El gobierno chino manifestó su disposición a encargarse de unos 440 kilos de uranio enriquecido y evaluó la posibilidad de degradar el material para reducir la concentración del isótopo uranio-235.
Rusia ofreció custodiar el uranio, como ya ocurrió en 2015 cuando Teherán transfirió a Moscú 11 toneladas de uranio ligeramente enriquecido en el marco del acuerdo nuclear con los miembros permanentes del Consejo de Seguridad de la ONU y la Unión Europea.
Trump sostuvo que, en un eventual nuevo acuerdo nuclear, las reservas iraníes deberían transferirse a Estados Unidos o ser destruidas en territorio iraní, y publicó que “el uranio enriquecido será destruido, ya sea en Estados Unidos, en la república islámica o en otro lugar aceptable”.
Insistió en que no permitirá la entrega del material a terceros países y que cualquier operación debe contar con la supervisión del Organismo Internacional de Energía Atómica (OIEA).
Mientras tanto, autoridades iraníes aseguraron que el destino de sus reservas nucleares no forma parte de las negociaciones actuales con Washington.
Alí Baqeri, subdirector de Política Exterior y Seguridad Internacional del Consejo Supremo de Seguridad Nacional iraní, reiteró ante medios locales que la cuestión nuclear “no está en la agenda de las negociaciones”.
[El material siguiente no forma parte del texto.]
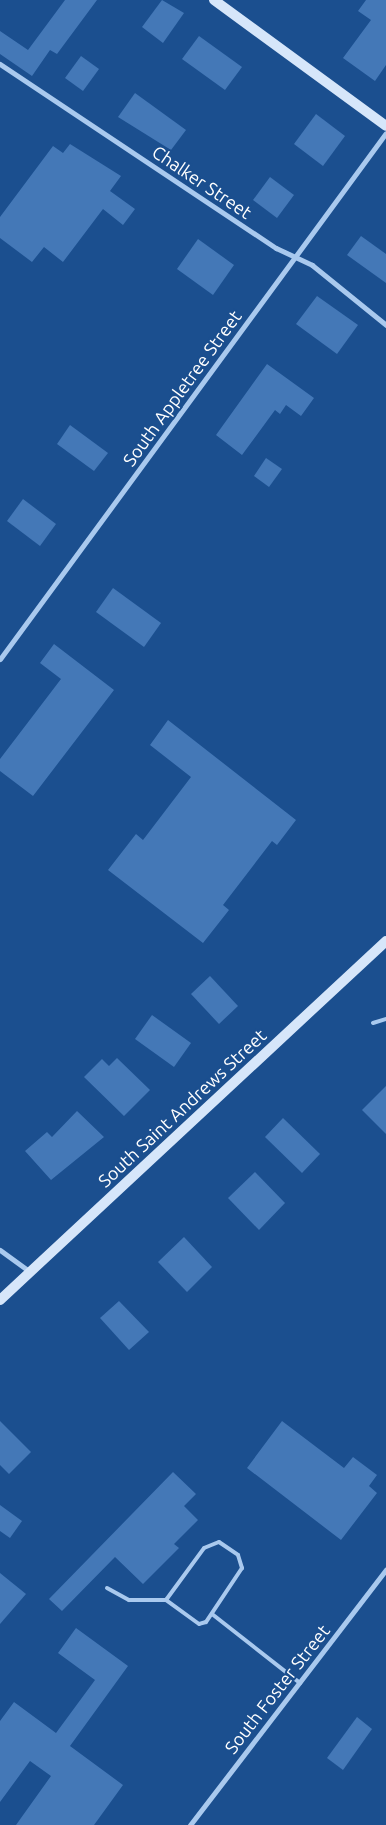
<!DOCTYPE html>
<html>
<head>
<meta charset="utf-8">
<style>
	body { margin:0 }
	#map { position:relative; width:386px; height:1825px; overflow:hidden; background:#1b4f8f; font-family:Ubuntu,sans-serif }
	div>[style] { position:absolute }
	.building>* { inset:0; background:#4478b7 }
	.lane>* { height:4px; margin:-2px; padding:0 2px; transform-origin:2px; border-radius:2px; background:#a9c9ee }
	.street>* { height:5px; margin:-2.5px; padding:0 2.5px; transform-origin:2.5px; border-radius:2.5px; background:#a9c9ee }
	.secondary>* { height:10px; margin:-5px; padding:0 5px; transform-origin:5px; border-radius:5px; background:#d6e6fa }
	span { translate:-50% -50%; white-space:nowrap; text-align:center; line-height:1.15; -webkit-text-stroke:4px #1b4f8f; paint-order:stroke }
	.street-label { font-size:18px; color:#fff }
</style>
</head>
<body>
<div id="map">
	<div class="building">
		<div style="clip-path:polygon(65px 0,97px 0,57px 54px,50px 50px,32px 76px,0 54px,0 31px,28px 50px)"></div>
		<div style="clip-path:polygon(162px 0,184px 13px,163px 43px,142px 27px)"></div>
		<div style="clip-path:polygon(366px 0,386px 0,386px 65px,375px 81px,343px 58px,371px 20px,358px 11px)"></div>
		<div style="clip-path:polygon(199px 36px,242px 67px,225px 90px,182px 59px)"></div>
		<div style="clip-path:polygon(81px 56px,99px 69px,83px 91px,65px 78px)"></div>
		<div style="clip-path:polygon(135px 93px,186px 130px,171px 150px,118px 117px)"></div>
		<div style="clip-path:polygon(316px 114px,345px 136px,323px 166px,294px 144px)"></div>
		<div style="clip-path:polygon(70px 144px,121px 176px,110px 191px,135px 209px,123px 225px,103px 209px,63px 262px,44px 247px,32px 262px,0 238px,0 217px,53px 146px,63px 153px)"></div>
		<div style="clip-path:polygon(270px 177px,294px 195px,277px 218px,253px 200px)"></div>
		<div style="clip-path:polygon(361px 236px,386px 254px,386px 283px,347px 255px)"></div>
		<div style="clip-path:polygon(198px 239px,234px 265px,213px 295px,177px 269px)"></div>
		<div style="clip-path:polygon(317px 296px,358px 325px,337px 354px,296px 324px)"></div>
		<div style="clip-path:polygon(267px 364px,314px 398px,301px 416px,286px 405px,280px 414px,275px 410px,242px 455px,216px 435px)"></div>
		<div style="clip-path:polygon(70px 425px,108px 453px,94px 471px,57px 444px)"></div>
		<div style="clip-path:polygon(266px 458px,282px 469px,269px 487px,254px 476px)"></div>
		<div style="clip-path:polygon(23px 499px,56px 524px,40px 546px,7px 521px)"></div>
		<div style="clip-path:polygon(113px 588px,161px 623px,144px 647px,96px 612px)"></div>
		<div style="clip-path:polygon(54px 644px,114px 690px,33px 796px,0 771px,0 759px,61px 679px,40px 663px)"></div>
		<div style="clip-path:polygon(168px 720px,296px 820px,277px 845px,272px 841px,223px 905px,229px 910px,203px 943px,108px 870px,136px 834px,143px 840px,191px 777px,150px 745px)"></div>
		<div style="clip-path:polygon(210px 976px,238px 1006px,219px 1024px,191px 994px)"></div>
		<div style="clip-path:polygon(152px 1015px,191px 1043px,174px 1067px,135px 1039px)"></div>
		<div style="clip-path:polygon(117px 1058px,150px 1090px,124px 1116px,84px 1077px,102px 1059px,109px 1066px)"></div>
		<div style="clip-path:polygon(386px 1086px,386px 1134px,362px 1110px)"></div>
		<div style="clip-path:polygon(77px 1111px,104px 1137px,51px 1180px,25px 1151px,47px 1132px,52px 1137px)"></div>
		<div style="clip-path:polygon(283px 1118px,320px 1154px,302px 1173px,265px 1137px)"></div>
		<div style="clip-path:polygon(255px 1172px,285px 1203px,259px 1230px,228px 1198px)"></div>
		<div style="clip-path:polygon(184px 1237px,212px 1267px,187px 1292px,158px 1262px)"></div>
		<div style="clip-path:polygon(119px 1301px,149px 1332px,129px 1350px,100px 1318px)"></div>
		<div style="clip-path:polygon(0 1421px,31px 1452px,9px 1474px,0 1465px)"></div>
		<div style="clip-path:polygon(282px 1421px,344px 1468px,353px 1457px,377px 1475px,369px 1486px,377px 1493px,341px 1540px,247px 1468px)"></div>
		<div style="clip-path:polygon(173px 1472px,196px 1494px,184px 1506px,198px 1520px,174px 1544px,179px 1548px,143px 1584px,115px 1557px,62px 1611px,49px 1599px)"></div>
		<div style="clip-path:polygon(0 1505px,22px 1521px,10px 1538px,0 1531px)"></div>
		<div style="clip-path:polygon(0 1573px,26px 1594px,0 1624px)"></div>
		<div style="clip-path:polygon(76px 1628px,128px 1666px,70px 1746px,123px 1785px,94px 1825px,16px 1825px,51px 1776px,30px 1761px,0 1802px,0 1721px,14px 1702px,56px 1733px,95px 1680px,58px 1653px)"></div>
		<div style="clip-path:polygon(357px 1717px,372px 1729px,343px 1770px,327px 1758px)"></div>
	</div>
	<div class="lane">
		<div style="left:373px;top:1023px;width:14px;rotate:-17deg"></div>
		<div style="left:219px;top:1542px;width:23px;rotate:34deg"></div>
		<div style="left:238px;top:1555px;width:14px;rotate:73deg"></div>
		<div style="left:242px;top:1568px;width:65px;rotate:123.7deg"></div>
		<div style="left:206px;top:1622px;width:7px;rotate:164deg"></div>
		<div style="left:199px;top:1624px;width:41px;rotate:-144deg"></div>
		<div style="left:166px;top:1600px;width:64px;rotate:-53.8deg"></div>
		<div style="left:204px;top:1548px;width:16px;rotate:-22deg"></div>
		<div style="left:107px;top:1588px;width:25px;rotate:29deg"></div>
		<div style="left:129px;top:1600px;width:37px"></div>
		<div style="left:212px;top:1614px;width:112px;rotate:38.1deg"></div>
	</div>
	<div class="street">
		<div style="left:0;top:64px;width:332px;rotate:33.7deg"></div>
		<div style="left:276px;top:248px;width:40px;rotate:25deg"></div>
		<div style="left:312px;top:265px;width:95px;rotate:39deg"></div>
		<div style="left:0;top:659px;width:652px;rotate:-53.73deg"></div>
		<div style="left:0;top:1250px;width:37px;rotate:36deg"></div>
		<div style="left:190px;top:1825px;width:322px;rotate:-52.5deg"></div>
	</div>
	<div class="secondary">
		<div style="left:214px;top:0;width:213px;rotate:36.2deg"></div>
		<div style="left:0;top:1300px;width:527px;rotate:-42.92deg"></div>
	</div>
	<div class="street-label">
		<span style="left:202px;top:182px;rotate:34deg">Chalker Street</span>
		<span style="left:182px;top:388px;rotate:-54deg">South Appletree Street</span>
		<span style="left:182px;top:1108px;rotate:-43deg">South Saint Andrews Street</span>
		<span style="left:277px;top:1689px;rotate:-52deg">South Foster Street</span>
	</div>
</div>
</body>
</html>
Baqeri viajó a Moscú para participar en una conferencia internacional, en momentos en que Rusia volvió a mostrar su disposición a mantener el material iraní si se alcanzaba un acuerdo con Estados Unidos.
El portavoz del Ministerio de Exteriores iraní, Esmaeil Baqaei, dijo que ambas partes habían avanzado en la mayoría de los temas en discusión, aunque descartó una resolución inminente, y señaló que la prioridad era poner fin a la guerra y dejar los detalles del programa nuclear para más adelante.
Trump aseguró que no cambiará su postura sobre Irán pese a la cercanía de las elecciones legislativas de noviembre y afirmó que el régimen iraní enfrenta una situación crítica mientras continúan las negociaciones para reducir la tensión en Medio Oriente.
“Irán pensó que podía esperar hasta las elecciones de mitad de mandato. No me importan las elecciones. Creían que iban a desgastarme, pero no funciona así”, declaró el mandatario.
Agregó que Irán afronta las conversaciones bajo fuerte presión y reiteró que Estados Unidos considera posible lograr un acuerdo en las próximas semanas, aunque reconoció que persisten diferencias importantes entre las partes.
“Todavía no estamos satisfechos, pero lo estaremos. O eso, o simplemente tendremos que terminar el trabajo”, dijo, aludiendo a la posibilidad de una escalada militar si fracasan las negociaciones.